## What the task requires
Copy out each line of the data that holds the word "background".

[Collected data]
▼
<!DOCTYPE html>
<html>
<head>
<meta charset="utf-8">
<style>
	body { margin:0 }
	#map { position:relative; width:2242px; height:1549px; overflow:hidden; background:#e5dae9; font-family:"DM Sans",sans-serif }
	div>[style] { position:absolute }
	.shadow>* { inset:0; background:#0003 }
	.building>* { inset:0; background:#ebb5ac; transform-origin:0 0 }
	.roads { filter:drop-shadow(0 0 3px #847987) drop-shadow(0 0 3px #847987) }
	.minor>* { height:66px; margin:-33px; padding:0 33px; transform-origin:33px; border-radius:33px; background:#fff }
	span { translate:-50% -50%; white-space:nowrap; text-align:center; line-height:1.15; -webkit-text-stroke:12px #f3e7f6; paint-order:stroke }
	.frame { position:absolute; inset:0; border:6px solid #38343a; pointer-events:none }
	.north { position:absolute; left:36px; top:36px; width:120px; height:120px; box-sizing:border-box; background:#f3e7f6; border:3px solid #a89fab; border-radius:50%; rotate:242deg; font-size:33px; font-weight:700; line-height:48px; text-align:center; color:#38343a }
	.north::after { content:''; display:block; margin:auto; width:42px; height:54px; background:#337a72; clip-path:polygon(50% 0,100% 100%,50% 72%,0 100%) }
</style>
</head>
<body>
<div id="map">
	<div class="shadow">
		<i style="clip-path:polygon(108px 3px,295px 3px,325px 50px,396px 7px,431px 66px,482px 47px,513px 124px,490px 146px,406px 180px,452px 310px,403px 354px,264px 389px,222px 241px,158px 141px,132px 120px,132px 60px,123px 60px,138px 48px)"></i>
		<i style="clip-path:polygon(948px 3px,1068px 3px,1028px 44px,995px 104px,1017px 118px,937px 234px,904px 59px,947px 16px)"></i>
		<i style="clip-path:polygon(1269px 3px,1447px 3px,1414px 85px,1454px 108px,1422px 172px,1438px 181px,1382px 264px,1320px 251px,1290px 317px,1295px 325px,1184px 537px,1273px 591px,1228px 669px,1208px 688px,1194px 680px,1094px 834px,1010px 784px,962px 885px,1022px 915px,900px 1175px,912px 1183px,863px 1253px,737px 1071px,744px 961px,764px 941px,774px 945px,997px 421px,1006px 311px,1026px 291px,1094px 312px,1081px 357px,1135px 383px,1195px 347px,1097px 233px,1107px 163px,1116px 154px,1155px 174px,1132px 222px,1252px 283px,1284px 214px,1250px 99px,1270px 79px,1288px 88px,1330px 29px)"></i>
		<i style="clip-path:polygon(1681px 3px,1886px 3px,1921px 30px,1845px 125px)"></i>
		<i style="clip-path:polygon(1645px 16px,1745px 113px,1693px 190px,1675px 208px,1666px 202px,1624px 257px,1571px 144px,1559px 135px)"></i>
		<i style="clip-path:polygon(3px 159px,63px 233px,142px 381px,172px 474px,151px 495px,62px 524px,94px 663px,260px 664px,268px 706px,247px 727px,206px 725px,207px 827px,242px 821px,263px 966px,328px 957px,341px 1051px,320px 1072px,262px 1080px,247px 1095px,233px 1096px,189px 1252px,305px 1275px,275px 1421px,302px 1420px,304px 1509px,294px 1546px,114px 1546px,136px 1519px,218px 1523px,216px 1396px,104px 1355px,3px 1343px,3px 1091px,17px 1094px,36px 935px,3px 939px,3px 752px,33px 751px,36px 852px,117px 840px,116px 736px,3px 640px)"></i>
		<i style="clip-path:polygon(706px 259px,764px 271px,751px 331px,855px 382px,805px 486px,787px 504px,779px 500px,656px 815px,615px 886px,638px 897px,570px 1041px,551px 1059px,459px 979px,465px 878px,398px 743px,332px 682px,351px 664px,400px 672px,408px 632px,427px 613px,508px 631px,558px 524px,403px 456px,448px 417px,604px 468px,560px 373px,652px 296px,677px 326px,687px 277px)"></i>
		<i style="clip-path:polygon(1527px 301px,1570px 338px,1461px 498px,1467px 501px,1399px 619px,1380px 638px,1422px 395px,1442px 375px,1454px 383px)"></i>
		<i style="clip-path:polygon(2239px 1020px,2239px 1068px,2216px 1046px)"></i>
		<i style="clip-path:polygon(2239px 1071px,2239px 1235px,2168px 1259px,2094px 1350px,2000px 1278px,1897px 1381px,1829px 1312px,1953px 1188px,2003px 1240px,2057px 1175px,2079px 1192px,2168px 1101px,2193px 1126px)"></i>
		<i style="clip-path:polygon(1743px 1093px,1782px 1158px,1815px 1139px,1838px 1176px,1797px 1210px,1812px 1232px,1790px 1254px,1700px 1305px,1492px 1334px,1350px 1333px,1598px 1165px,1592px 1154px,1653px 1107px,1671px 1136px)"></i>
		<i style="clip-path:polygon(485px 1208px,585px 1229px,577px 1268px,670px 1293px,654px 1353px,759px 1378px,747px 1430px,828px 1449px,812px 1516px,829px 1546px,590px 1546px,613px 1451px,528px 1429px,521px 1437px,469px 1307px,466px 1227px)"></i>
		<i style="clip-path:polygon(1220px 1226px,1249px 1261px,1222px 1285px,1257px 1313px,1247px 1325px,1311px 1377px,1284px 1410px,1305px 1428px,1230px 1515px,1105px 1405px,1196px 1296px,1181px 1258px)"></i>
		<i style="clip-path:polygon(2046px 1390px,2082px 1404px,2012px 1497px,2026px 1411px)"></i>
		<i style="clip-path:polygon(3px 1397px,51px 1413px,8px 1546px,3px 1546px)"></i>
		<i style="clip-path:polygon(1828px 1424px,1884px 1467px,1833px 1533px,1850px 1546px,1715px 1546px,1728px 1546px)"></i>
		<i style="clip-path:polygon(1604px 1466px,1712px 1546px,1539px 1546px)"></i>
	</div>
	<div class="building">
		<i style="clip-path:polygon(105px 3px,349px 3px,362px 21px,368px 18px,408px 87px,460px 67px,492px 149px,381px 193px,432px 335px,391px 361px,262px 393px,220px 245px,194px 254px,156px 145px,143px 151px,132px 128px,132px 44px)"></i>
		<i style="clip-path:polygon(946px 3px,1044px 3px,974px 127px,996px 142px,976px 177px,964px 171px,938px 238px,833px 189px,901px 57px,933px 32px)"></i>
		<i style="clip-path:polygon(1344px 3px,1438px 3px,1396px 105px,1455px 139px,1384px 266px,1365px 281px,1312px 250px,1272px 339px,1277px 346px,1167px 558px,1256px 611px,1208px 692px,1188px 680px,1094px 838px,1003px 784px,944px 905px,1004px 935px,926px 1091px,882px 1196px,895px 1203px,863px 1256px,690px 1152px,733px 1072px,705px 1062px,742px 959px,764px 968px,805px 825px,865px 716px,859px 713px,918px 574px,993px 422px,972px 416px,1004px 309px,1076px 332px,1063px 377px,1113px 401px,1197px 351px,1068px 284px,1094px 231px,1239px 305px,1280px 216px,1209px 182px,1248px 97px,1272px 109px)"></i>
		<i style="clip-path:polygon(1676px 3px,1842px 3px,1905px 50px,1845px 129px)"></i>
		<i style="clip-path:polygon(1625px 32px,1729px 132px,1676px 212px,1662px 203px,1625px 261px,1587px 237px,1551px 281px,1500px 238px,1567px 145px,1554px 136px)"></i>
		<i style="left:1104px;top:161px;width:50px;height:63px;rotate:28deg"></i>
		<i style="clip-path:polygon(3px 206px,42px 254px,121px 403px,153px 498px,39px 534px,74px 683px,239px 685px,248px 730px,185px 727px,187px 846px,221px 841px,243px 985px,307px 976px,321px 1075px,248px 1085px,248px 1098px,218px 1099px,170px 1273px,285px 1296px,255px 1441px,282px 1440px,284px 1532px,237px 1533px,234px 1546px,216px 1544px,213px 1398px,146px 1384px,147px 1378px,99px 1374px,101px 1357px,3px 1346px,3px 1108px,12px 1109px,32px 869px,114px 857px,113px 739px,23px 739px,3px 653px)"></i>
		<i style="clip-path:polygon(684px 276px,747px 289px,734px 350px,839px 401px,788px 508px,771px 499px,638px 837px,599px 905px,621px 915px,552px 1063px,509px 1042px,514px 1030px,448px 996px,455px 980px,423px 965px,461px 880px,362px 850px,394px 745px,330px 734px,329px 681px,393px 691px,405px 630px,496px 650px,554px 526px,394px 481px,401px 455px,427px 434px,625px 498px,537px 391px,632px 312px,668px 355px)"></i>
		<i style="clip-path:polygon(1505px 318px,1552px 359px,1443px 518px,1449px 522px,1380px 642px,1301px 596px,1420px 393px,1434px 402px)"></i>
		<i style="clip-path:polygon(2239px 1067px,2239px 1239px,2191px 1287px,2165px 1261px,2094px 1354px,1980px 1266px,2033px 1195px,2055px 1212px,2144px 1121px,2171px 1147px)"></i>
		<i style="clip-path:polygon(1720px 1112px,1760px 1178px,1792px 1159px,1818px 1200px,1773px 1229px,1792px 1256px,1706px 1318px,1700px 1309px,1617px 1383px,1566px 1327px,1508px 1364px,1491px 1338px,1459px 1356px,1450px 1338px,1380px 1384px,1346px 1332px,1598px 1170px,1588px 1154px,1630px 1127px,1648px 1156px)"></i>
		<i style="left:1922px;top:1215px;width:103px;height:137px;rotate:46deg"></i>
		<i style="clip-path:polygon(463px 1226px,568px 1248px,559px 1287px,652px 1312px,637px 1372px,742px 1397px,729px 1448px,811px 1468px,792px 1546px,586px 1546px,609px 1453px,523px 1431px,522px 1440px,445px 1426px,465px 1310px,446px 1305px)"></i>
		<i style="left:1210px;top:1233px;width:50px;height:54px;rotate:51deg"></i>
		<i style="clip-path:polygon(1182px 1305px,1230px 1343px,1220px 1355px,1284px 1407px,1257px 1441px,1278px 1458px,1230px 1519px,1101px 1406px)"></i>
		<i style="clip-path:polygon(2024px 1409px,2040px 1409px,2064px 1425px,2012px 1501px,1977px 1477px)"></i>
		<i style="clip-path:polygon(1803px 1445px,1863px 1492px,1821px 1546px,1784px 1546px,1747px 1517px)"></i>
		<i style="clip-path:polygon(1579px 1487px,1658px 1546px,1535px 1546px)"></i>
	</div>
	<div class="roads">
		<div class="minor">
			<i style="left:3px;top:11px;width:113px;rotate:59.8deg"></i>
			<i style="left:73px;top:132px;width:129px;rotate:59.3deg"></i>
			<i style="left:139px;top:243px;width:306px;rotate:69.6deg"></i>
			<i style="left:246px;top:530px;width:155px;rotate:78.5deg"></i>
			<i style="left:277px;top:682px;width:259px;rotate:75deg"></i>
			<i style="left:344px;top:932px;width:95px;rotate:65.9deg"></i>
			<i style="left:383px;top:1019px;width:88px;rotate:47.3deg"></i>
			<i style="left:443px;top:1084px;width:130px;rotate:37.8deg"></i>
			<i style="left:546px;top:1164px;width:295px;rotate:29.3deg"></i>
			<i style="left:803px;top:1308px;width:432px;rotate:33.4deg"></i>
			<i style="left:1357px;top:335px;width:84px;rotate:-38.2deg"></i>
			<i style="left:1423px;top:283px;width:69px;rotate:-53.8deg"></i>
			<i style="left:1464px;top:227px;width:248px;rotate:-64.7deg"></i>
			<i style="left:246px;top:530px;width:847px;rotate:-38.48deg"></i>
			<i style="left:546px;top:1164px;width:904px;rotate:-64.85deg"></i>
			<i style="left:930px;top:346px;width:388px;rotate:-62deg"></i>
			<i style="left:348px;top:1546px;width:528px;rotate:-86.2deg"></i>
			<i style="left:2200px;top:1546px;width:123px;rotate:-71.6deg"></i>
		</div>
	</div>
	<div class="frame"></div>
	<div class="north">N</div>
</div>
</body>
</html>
▲
## Solved problem
	#map { position:relative; width:2242px; height:1549px; overflow:hidden; background:#e5dae9; font-family:"DM Sans",sans-serif }
	.shadow>* { inset:0; background:#0003 }
	.building>* { inset:0; background:#ebb5ac; transform-origin:0 0 }
	.minor>* { height:66px; margin:-33px; padding:0 33px; transform-origin:33px; border-radius:33px; background:#fff }
	.north { position:absolute; left:36px; top:36px; width:120px; height:120px; box-sizing:border-box; background:#f3e7f6; border:3px solid #a89fab; border-radius:50%; rotate:242deg; font-size:33px; font-weight:700; line-height:48px; text-align:center; color:#38343a }
	.north::after { content:''; display:block; margin:auto; width:42px; height:54px; background:#337a72; clip-path:polygon(50% 0,100% 100%,50% 72%,0 100%) }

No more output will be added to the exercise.